PROBLEM DETAILS >>
All records given below must be printed word for word.

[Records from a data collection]
· · ·

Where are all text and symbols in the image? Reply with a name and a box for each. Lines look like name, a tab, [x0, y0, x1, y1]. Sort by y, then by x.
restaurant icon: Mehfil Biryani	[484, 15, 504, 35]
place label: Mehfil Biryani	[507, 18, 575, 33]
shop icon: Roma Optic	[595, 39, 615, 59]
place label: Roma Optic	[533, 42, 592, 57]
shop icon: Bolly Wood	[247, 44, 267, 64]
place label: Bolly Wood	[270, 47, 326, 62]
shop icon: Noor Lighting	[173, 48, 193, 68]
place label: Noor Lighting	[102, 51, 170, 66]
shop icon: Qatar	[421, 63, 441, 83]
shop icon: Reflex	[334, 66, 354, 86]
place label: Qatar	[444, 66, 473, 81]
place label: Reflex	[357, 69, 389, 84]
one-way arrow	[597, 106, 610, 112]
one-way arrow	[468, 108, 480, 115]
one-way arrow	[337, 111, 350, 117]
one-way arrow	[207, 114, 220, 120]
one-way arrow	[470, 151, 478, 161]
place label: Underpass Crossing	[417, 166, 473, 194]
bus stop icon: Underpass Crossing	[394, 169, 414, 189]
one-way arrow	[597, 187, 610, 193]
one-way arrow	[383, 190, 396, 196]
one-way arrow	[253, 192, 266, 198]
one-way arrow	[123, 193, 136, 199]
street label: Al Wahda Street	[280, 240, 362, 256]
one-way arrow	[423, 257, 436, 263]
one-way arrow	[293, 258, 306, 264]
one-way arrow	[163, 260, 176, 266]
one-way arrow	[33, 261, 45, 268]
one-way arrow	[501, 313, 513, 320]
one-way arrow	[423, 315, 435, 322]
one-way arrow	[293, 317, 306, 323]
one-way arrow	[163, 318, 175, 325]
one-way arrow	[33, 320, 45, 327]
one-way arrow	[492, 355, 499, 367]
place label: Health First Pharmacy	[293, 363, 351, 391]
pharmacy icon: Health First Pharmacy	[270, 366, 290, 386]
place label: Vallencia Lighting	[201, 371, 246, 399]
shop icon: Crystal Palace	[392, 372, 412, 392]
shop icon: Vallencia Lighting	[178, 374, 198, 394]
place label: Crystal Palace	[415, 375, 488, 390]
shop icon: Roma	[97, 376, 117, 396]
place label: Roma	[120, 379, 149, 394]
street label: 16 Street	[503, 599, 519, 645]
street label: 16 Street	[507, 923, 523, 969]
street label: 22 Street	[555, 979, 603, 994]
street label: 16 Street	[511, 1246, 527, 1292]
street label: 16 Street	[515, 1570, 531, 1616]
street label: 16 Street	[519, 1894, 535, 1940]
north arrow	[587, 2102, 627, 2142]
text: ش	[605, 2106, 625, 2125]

· · ·

ANSWER BOX >>
Where are all text and symbols in the image? Reply with a name and a box for each. Lines look like name, a tab, [x0, y0, x1, y1]. Sort by y, then by x.
restaurant icon: Mehfil Biryani	[484, 15, 504, 35]
place label: Mehfil Biryani	[507, 18, 575, 33]
shop icon: Roma Optic	[595, 39, 615, 59]
place label: Roma Optic	[533, 42, 592, 57]
shop icon: Bolly Wood	[247, 44, 267, 64]
place label: Bolly Wood	[270, 47, 326, 62]
shop icon: Noor Lighting	[173, 48, 193, 68]
place label: Noor Lighting	[102, 51, 170, 66]
shop icon: Qatar	[421, 63, 441, 83]
shop icon: Reflex	[334, 66, 354, 86]
place label: Qatar	[444, 66, 473, 81]
place label: Reflex	[357, 69, 389, 84]
one-way arrow	[597, 106, 610, 112]
one-way arrow	[468, 108, 480, 115]
one-way arrow	[337, 111, 350, 117]
one-way arrow	[207, 114, 220, 120]
one-way arrow	[470, 151, 478, 161]
place label: Underpass Crossing	[417, 166, 473, 194]
bus stop icon: Underpass Crossing	[394, 169, 414, 189]
one-way arrow	[597, 187, 610, 193]
one-way arrow	[383, 190, 396, 196]
one-way arrow	[253, 192, 266, 198]
one-way arrow	[123, 193, 136, 199]
street label: Al Wahda Street	[280, 240, 362, 256]
one-way arrow	[423, 257, 436, 263]
one-way arrow	[293, 258, 306, 264]
one-way arrow	[163, 260, 176, 266]
one-way arrow	[33, 261, 45, 268]
one-way arrow	[501, 313, 513, 320]
one-way arrow	[423, 315, 435, 322]
one-way arrow	[293, 317, 306, 323]
one-way arrow	[163, 318, 175, 325]
one-way arrow	[33, 320, 45, 327]
one-way arrow	[492, 355, 499, 367]
place label: Health First Pharmacy	[293, 363, 351, 391]
pharmacy icon: Health First Pharmacy	[270, 366, 290, 386]
place label: Vallencia Lighting	[201, 371, 246, 399]
shop icon: Crystal Palace	[392, 372, 412, 392]
shop icon: Vallencia Lighting	[178, 374, 198, 394]
place label: Crystal Palace	[415, 375, 488, 390]
shop icon: Roma	[97, 376, 117, 396]
place label: Roma	[120, 379, 149, 394]
street label: 16 Street	[503, 599, 519, 645]
street label: 16 Street	[507, 923, 523, 969]
street label: 22 Street	[555, 979, 603, 994]
street label: 16 Street	[511, 1246, 527, 1292]
street label: 16 Street	[515, 1570, 531, 1616]
street label: 16 Street	[519, 1894, 535, 1940]
north arrow	[587, 2102, 627, 2142]
text: ش	[605, 2106, 625, 2125]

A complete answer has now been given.